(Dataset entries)
====

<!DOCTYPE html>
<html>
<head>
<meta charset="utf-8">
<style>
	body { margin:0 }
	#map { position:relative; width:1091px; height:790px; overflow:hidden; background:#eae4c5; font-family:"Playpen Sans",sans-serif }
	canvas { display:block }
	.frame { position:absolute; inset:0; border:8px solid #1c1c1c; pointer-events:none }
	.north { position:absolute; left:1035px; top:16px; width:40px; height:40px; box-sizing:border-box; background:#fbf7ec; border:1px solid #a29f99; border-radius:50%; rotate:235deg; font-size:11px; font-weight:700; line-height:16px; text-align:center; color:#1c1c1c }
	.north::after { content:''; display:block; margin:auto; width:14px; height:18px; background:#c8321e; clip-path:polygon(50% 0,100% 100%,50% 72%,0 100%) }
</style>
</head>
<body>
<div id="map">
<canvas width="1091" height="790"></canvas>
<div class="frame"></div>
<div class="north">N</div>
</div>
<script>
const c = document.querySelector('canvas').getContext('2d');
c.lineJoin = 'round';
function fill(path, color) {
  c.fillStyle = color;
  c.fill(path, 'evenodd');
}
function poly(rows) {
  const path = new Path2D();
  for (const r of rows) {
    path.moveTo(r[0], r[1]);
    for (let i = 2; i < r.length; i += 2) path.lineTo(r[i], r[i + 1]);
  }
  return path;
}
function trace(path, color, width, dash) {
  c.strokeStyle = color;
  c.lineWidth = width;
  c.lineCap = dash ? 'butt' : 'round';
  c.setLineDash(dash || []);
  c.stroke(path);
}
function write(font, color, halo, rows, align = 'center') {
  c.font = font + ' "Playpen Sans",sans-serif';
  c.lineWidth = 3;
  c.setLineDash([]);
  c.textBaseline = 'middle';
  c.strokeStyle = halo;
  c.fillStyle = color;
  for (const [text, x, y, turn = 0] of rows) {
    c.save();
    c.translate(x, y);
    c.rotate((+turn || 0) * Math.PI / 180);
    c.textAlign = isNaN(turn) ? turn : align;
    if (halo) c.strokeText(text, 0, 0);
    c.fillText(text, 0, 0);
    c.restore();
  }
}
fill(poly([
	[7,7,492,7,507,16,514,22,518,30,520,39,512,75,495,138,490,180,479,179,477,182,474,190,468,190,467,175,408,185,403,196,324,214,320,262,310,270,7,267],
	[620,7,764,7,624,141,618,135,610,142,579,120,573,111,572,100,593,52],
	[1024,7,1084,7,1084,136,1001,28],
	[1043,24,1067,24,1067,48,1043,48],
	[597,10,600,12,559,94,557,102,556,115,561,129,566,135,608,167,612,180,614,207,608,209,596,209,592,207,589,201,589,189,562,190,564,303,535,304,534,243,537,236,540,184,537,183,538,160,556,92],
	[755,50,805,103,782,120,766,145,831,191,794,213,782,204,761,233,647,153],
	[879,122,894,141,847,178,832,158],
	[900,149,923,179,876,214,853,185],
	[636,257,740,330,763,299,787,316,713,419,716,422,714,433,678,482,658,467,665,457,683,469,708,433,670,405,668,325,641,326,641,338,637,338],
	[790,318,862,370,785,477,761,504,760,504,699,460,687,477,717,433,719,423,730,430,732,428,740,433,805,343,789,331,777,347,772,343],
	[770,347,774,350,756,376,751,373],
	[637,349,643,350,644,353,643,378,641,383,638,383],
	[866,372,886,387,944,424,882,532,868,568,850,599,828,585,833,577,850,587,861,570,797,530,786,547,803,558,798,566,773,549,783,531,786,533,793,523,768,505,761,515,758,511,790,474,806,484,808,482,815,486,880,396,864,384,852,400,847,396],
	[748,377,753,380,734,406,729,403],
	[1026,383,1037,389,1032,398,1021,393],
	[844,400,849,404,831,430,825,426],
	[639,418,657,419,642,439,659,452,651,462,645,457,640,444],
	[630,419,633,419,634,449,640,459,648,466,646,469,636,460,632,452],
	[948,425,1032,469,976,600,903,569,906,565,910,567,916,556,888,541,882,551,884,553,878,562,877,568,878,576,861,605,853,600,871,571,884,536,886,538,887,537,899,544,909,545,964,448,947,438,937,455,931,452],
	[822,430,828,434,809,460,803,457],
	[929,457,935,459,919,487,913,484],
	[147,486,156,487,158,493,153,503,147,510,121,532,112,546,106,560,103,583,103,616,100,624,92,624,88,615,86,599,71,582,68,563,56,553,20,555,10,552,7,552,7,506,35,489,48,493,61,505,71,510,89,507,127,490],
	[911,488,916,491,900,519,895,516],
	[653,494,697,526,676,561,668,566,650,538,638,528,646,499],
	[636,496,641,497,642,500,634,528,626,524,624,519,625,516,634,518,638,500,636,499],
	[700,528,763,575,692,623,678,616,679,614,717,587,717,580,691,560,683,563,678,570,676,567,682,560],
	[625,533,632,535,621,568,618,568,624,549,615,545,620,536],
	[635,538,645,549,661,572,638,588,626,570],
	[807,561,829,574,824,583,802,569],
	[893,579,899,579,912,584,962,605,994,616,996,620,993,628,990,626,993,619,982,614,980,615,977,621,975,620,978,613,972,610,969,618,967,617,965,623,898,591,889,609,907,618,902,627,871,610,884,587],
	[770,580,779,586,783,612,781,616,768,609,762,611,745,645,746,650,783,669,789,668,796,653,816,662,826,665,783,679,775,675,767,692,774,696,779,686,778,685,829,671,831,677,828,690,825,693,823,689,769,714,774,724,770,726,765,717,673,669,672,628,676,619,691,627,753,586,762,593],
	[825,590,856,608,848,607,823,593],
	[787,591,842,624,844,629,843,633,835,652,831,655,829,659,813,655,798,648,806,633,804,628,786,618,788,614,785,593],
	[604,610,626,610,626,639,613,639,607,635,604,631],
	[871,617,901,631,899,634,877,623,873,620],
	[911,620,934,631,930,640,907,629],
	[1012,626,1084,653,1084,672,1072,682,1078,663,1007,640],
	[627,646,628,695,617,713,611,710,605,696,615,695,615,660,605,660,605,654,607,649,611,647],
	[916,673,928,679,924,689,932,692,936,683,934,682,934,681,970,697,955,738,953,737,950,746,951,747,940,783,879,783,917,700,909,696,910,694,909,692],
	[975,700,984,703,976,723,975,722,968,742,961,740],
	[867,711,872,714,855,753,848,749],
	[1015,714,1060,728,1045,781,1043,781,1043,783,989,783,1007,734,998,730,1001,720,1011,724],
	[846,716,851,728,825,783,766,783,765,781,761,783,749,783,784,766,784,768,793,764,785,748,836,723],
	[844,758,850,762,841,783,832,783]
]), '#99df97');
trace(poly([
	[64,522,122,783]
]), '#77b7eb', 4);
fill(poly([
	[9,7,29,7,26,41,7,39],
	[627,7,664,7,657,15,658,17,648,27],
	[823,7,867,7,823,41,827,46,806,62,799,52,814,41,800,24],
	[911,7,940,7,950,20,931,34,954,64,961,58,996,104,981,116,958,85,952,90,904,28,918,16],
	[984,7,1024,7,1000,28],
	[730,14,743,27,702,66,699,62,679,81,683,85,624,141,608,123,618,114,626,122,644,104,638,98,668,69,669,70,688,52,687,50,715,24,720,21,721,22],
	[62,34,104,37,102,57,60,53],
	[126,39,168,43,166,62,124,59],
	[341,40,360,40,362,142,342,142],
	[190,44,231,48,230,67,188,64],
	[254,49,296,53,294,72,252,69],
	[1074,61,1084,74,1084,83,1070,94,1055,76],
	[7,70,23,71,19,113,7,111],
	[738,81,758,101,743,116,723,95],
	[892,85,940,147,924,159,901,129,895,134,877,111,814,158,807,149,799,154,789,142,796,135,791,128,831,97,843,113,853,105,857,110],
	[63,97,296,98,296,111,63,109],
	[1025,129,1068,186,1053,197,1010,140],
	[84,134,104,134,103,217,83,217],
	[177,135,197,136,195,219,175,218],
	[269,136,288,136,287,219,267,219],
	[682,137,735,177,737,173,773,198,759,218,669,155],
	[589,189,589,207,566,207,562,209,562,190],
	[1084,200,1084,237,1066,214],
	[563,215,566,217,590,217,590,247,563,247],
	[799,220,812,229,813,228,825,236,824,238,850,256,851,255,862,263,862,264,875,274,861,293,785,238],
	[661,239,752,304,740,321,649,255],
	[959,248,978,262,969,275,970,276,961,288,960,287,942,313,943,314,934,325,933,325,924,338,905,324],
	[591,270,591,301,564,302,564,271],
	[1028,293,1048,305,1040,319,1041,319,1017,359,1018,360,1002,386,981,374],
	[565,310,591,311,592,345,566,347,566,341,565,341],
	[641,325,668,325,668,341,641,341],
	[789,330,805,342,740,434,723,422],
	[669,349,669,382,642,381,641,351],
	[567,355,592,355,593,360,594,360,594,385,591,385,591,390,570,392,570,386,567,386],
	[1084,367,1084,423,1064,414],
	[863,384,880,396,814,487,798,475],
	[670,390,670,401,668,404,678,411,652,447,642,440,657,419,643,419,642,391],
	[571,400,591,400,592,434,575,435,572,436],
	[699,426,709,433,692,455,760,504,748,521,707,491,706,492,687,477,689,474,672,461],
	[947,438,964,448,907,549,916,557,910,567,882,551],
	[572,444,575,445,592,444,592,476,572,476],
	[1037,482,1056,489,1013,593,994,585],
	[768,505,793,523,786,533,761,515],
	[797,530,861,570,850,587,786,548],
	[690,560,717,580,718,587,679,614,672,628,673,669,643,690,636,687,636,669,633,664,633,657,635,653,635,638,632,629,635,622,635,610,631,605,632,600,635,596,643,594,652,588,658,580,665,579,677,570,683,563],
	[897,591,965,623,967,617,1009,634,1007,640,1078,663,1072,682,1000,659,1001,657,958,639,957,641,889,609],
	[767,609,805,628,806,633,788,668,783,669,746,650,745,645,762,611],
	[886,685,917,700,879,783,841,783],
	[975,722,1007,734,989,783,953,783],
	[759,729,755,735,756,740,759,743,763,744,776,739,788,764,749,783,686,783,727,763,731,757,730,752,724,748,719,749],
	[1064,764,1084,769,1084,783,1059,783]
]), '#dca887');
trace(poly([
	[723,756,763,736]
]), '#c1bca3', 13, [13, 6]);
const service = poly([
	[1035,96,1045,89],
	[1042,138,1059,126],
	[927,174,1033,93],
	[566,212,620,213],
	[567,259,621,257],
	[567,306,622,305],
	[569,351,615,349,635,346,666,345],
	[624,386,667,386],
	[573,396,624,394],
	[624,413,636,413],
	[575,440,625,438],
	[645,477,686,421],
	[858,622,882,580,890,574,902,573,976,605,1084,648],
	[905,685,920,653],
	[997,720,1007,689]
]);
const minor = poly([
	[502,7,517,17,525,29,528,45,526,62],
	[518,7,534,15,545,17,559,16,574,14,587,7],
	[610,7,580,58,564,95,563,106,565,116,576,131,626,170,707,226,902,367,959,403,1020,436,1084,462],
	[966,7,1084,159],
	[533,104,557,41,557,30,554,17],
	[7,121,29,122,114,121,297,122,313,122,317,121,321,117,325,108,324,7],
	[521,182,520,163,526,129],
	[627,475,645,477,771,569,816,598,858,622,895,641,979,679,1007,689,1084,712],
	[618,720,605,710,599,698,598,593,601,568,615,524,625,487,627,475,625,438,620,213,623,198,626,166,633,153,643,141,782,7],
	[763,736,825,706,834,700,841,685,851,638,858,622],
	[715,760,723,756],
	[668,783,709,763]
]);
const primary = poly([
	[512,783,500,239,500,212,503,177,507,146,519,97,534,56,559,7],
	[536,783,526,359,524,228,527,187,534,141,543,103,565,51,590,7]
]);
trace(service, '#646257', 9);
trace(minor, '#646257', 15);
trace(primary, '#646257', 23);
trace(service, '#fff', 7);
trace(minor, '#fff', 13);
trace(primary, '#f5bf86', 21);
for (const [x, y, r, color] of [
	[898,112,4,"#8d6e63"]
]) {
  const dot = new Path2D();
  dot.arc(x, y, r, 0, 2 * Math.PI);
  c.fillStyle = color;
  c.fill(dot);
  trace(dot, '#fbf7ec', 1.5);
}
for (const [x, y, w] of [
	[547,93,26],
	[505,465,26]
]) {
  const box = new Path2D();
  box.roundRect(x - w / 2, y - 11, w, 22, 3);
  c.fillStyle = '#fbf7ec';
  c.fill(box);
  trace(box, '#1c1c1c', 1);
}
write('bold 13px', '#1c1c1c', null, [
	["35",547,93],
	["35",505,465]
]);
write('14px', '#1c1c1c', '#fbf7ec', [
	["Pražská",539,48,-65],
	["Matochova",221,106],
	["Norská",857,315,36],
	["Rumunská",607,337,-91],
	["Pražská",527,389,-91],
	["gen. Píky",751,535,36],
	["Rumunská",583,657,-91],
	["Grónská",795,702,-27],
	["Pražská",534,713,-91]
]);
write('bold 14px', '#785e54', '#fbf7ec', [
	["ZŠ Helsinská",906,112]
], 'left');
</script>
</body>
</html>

====

## EXERCISE
Transcribe exactly, starting at the line with "dot.arc(x, y, r, 0, 2 * Math.PI);" and continuing through the last line of the data above; leave out all earlier lines.

## OUTPUT OF THE TASK
  dot.arc(x, y, r, 0, 2 * Math.PI);
  c.fillStyle = color;
  c.fill(dot);
  trace(dot, '#fbf7ec', 1.5);
}
for (const [x, y, w] of [
	[547,93,26],
	[505,465,26]
]) {
  const box = new Path2D();
  box.roundRect(x - w / 2, y - 11, w, 22, 3);
  c.fillStyle = '#fbf7ec';
  c.fill(box);
  trace(box, '#1c1c1c', 1);
}
write('bold 13px', '#1c1c1c', null, [
	["35",547,93],
	["35",505,465]
]);
write('14px', '#1c1c1c', '#fbf7ec', [
	["Pražská",539,48,-65],
	["Matochova",221,106],
	["Norská",857,315,36],
	["Rumunská",607,337,-91],
	["Pražská",527,389,-91],
	["gen. Píky",751,535,36],
	["Rumunská",583,657,-91],
	["Grónská",795,702,-27],
	["Pražská",534,713,-91]
]);
write('bold 14px', '#785e54', '#fbf7ec', [
	["ZŠ Helsinská",906,112]
], 'left');
</script>
</body>
</html>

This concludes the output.